For practical purposes, the Coppersmith algorithm–Grape, and even more so its improved versions, are inapplicable: such algorithms are nicknamed “Galactic”, because the whole Earth is too small to store matrices of such sizes, on which these algorithms will give a speed gain over simpler ones. In practice, the most important is the special case when the multiplied or inverted matrices rarefied – almost all of their elements are zero, as in the PageRank matrix. Algorithm for multiplication of sparse matrices, published in 2005, requires operations, and overtakes Coppersmith–Grapes at
; but for the inversion of sparse matrices, no more efficient algorithms were known than for arbitrary ones. This is partly due to the fact that the inverse of the sparse matrix will not itself be sparse, and in practice there will simply be nowhere to store it.
Recently, a note was published on Habré (with tales about horns and hooves, but without explaining the technical side of the issue) that both named “psychological barriers” were broken by Santos Vempala and Richard Peng – by a couple of mathematicians from Georgia Institute of Technology, whose Work at the ACM-SIAM Symposium on Discrete Algorithms in January 2021 was recognized as the best of 637 submitted. For a system of equations with their algorithm finds the exact solution in
operations, ahead of the degree of asymptotic complexity of matrix multiplication by 0.04. As we remember, the “school” method of eliminating unknowns one by one, provided
comes to account for
operations, but does not guarantee the accuracy of the unknown values found. At the heart of the new algorithm – probabilistic approach: the values of the unknowns are “guessed”, the magnitude of the error is estimated, and the “guessing” is repeated more accurately. Thus, the complexity estimate in
refers to the “most likely” cases, not the worst. Another innovation in the algorithm – the fact that at each iteration several random “guesses” are estimated at once, which allows to reduce the total number of iterations and thereby restrain the growth of the size of exact results.

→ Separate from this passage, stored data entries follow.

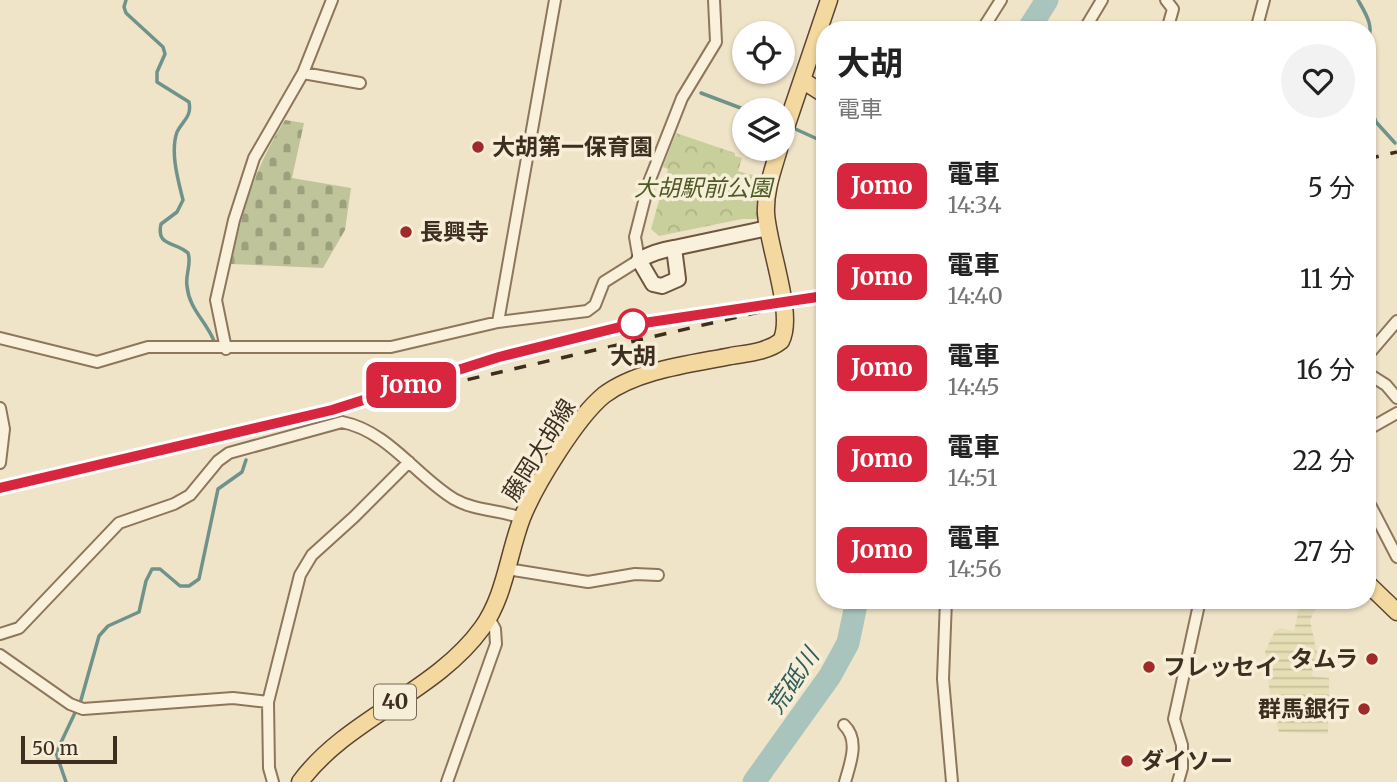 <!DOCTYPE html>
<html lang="ja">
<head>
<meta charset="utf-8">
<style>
	body { margin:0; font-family:Merriweather,"Noto Sans JP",serif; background:#f2f2f2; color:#222; height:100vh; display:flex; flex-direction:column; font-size:26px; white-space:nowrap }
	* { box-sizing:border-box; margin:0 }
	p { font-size:23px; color:#767676 }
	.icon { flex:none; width:38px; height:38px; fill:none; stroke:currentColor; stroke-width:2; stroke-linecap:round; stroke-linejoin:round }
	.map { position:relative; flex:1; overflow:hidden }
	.details { position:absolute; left:816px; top:21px; width:560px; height:588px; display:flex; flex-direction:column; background:#fff; border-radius:28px; box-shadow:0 2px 5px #0004 }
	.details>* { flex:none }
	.badge { padding:0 14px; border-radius:10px; font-size:24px; line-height:46px }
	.tools { position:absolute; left:732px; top:21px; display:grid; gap:14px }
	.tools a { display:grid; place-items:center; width:63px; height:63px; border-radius:50%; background:#fff; box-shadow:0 2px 5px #0004; font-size:35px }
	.scale { position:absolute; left:21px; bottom:18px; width:96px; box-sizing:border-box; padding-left:7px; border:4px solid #3d2e20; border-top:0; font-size:19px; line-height:24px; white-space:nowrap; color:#3d2e20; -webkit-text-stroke:5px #f7eed8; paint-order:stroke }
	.map>.badge { position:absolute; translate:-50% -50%; box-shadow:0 0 0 4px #fff }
	.round { display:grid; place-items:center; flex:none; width:74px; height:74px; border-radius:37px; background:#f2f2f2 }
	.head { display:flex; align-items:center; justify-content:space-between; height:119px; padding:0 21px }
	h1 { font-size:33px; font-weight:700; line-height:52px }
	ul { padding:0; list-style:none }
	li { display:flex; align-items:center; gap:21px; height:91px; padding:0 21px }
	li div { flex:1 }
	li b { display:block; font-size:26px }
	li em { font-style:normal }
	li .badge { min-width:77px; font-weight:700; text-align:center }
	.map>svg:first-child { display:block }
</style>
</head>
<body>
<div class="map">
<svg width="1397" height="782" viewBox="0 0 1397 782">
	<defs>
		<pattern id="farmland-rules" width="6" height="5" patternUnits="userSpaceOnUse" patternTransform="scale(1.75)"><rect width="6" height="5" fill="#e6deb5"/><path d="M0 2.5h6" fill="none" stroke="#c6bf9b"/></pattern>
		<pattern id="cemetery-stones" width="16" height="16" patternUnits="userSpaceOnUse" patternTransform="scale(1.75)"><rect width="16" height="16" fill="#bfc49a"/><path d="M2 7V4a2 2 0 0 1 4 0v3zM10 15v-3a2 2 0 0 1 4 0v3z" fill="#9ca07d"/></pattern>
		<pattern id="park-crowns" width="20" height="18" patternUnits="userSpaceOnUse" patternTransform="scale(1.75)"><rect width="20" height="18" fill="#c9cf9b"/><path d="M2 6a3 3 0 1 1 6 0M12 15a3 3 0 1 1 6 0" fill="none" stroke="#aeb285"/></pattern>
	</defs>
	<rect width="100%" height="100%" fill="#f0e4c8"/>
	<path fill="url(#farmland-rules)" d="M1301,600H1320L1310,620L1317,654L1312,676L1329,678L1328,734L1279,732L1271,705L1265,651L1275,631L1280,628L1294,631Z"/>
	<path fill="url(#cemetery-stones)" d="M285,120L304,123L292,178L351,188L345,230L323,268L231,264C243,209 254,169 285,120Z"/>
	<path fill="url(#park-crowns)" d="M676,133L735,153V156L742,158L738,171L763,178L758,219H742L659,236L651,229L668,169L663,167Z"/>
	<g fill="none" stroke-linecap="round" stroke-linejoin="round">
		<path stroke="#6f938a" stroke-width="3.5" d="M126,0L124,7L126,13L163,47L165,54L157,72V82L189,102C192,117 183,120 177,132C170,152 178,180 183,200L177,212L161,224C156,247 175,241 188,253C192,264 185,274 187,286C189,309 206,321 214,341
			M1358,0C1366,14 1375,27 1367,43
			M701,93L746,110
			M1367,98L1376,122L1395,143
			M791,127L824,142
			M66,782L56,753L81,700L99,636L108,626L139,612L146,581L152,569H160L180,586H189L199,579L218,489L242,472L246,460"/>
		<path stroke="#a9c4bc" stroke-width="23" d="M1028,30L1047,0
			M754,782L830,676L848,643L857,600"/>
		<g stroke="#8d765c" stroke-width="14">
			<path id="street" d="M1166,0L1173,9L1169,23
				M982,30L1001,0
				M1084,30L1102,0
				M1256,30L1264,0
				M303,73L360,83
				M498,322L555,0
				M0,338L97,362L148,347H391L498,322L587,311L595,305L604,282L639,260L635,237L649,182L682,98L716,42L714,0
				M226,349L216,300L234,220L254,158L303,73L332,0
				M1367,356L1397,321
				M1367,373L1386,385L1397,398
				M0,408L4,429L0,463
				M1367,430L1397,413
				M1367,499L1397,557
				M507,569L588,582L635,574L658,575
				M946,600L943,679L952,782
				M0,634L19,628L119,523L174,504L190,495L218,461L229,453L342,422C388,431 416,476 454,499C475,511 500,510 522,518
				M0,655L70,704L83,709L233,698L268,702
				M844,725C860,740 850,764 845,782
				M273,782L269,768L268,702L300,575L312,555L354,517L409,462
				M447,782L496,644L495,629L489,618
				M1178,782L1182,768V745L1174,719L1200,600"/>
		</g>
		<g stroke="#6f573f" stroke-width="18">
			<path id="secondary" d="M674,248L678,279L662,286L653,284L639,260C650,254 661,250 674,248L754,231L767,228"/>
		</g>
		<g stroke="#5b4430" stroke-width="19">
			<path id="primary" d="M802,80L824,94
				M782,139L829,0
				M1367,583L1397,612
				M300,782C347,718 435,693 482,628C505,596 508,555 522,518C535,485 577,417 604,395C637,370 691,364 731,356C748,353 767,352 781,341C795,315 768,247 766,213C765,190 773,170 779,149"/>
		</g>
		<use href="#street" stroke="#faf1dc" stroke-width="10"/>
		<use href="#secondary" stroke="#faf1dc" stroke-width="14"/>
		<use href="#primary" stroke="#f3d9a0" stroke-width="16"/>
		<path stroke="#3d2e20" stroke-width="3.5" stroke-dasharray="12 12" stroke-linecap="butt" d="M1367,159L1397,152
			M409,385L499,357L624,326L746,308
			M0,488L824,297"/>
	</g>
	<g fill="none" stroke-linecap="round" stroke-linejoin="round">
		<g stroke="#fff" stroke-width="16">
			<path id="line" d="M0,488L332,410L499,357L624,326L824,296"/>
		</g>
		<use href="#line" stroke="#d7263d" stroke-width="10"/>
	</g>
	<g fill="#9e2a2b" stroke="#f7eed8" stroke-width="2.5">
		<circle cx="478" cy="147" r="7"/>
		<circle cx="406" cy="232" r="7"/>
		<circle cx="1372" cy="659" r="7"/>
		<circle cx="1149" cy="667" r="7"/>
		<circle cx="1364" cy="709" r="7"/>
		<circle cx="1127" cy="761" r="7"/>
	</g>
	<circle fill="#fff" stroke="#d7263d" stroke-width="3.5" cx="633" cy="324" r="14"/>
	<g text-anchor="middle" stroke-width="7" stroke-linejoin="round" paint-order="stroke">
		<rect fill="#f7eed8" stroke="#756857" stroke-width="2" x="374" y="684.5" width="42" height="35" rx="5"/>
		<g font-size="21" font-weight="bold" fill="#3d2e20">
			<text x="395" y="709">40</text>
		</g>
		<g font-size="23" font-weight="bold" fill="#3d2e20" stroke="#f7eed8" text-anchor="start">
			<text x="492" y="155">大胡第一保育園</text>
			<text x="420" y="240">長興寺</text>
			<text x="1358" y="667" text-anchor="end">タムラ</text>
			<text x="1163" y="675">フレッセイ</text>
			<text x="1350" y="717" text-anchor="end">群馬銀行</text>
			<text x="1141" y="769">ダイソー</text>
		</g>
		<g font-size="23" font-style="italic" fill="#4d5a26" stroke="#f7eed8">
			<text x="703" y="196">大胡駅前公園</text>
		</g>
		<g font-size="23" font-weight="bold" fill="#3d2e20" stroke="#f7eed8">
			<text x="633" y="364">大胡</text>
		</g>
		<g font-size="23" fill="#3d2e20" stroke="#f7eed8">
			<text transform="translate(539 450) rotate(-58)" y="8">藤岡大胡線</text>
		</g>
		<g font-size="24" font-style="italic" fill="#2f5d5a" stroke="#f7eed8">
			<text transform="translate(793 681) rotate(-56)" y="8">荒砥川</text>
		</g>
	</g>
</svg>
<div class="tools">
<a><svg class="icon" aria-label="locate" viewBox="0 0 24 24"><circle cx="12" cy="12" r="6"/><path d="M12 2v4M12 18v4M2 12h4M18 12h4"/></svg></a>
<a><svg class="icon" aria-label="layers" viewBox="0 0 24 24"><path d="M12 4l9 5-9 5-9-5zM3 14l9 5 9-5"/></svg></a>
</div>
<div class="scale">50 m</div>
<b class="badge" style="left:411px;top:385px;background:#d7263d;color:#fff">Jomo</b>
<section class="details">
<div class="head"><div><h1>大胡</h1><p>電車</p></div><a class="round"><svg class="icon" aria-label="heart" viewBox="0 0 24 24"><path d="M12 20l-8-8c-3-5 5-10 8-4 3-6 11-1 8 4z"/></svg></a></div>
<ul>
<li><span class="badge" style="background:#d7263d;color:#fff">Jomo</span><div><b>電車</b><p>14:34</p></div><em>5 分</em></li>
<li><span class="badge" style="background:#d7263d;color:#fff">Jomo</span><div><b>電車</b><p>14:40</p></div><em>11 分</em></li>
<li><span class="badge" style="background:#d7263d;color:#fff">Jomo</span><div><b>電車</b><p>14:45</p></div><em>16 分</em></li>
<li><span class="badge" style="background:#d7263d;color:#fff">Jomo</span><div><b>電車</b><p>14:51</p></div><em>22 分</em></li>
<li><span class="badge" style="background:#d7263d;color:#fff">Jomo</span><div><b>電車</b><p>14:56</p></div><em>27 分</em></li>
</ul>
</section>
</div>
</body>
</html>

You need to understand that the Vempala and Peng algorithm at one of the stages uses the Coppersmith algorithm–Grape for matrix multiplication – and therefore the new algorithm is even more “galactic”. The importance of the Vempala and Peng algorithm is not at all in practical applicability, but in the proof that the complexity of solving systems of equations is not limited by the complexity of matrix multiplication, which means that new effective algorithms for solving sparse systems of equations should be looked for in other directions. – and they are guaranteed to be found. But neither the new algorithm nor other mathematical advances of the last half century have in any way influenced the practically applicable ways of solving systems of equations: Google and everyone else will continue to use the simple, fast and imprecise iterative method.